A motion was made to discharge this attachment, on the following grounds: First. There is no law of this Territory authorizing the issuing or levying of an attachment against a representative person. Second. This court has not yet acquired jurisdiction of the subject-matter of this action.

The motion was heard and decided by the judge at chambers, and an order made dissolving the attachment, upon the first ground stated in the motion. An appeal was taken from the order of the judge, and the only question presented by the record is, the correctness of this order.

The question is an important one, affecting, as it does, the rights of creditors, the rights of a surviving partner, and the rights of the heirs and representatives of a deceased partner; and we will try and give the questions involved the consideration which their importance demands.

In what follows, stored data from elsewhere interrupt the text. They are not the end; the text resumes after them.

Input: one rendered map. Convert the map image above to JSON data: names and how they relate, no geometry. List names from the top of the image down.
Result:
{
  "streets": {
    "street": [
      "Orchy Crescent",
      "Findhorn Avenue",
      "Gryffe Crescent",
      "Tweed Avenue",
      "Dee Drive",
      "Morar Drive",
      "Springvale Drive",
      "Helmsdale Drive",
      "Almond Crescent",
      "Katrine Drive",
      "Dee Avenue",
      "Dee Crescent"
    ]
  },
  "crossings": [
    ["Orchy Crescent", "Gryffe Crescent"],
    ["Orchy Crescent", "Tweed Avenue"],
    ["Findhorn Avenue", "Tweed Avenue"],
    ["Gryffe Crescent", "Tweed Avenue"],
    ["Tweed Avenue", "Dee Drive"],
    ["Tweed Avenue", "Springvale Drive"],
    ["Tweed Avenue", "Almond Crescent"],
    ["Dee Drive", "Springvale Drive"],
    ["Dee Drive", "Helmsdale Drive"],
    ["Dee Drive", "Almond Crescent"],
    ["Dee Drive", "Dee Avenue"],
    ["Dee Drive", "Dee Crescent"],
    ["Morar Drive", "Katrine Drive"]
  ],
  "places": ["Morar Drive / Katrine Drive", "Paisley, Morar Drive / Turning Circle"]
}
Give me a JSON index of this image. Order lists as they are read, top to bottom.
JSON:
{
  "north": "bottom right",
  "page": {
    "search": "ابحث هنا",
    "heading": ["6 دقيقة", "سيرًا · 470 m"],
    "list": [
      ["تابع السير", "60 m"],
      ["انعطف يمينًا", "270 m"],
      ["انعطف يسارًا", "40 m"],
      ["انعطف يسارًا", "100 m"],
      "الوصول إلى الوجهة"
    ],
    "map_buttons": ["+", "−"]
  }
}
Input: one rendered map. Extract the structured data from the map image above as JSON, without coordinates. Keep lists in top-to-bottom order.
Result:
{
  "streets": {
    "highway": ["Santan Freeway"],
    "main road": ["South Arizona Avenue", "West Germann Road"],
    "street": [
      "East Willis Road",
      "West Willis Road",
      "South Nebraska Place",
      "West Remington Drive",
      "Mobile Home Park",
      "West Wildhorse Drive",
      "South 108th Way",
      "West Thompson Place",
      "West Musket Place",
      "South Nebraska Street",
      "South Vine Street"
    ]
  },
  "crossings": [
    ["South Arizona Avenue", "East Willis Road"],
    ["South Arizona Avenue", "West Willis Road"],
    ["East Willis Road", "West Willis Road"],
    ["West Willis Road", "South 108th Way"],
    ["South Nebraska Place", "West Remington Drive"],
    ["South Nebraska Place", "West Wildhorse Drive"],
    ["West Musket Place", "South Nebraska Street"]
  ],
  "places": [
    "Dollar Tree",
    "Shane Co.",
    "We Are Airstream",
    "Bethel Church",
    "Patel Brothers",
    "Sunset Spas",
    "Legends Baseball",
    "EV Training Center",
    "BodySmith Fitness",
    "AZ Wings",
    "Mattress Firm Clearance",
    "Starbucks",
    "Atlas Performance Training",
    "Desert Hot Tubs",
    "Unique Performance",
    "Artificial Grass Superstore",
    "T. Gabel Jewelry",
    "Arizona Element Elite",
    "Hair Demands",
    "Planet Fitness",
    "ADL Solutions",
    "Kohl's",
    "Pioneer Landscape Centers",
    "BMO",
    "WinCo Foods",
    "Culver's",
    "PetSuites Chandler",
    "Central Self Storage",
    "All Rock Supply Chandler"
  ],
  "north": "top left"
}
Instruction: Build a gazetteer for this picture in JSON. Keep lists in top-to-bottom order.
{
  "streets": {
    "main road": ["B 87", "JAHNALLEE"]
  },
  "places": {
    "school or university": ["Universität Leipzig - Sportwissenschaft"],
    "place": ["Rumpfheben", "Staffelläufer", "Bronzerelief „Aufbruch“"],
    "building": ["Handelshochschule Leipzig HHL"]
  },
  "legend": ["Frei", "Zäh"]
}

The learned judge, who dissolved the attachment in the ease, based his decision on two grounds : First, because a surviving partner holds partnership property as a trustee, and in pursuance of a statute which vests him with the possession, for the sole purpose of settling up the business of the partnership and accounting for the residue to the heirs or representatives of the deceased partner, an attachment against the property will prevent the due execution of this trust; second, because the creditor of the partnership has a lien on partnership property, which can be enforced in equity, and under the law of this Territory, an attachment does not lie when a lien exists. The principle is undoubtedly correct, that upon the death of a partner, the survivor or survivors become in a certain sense trustees of a partnership property, and become liable for its misapplication.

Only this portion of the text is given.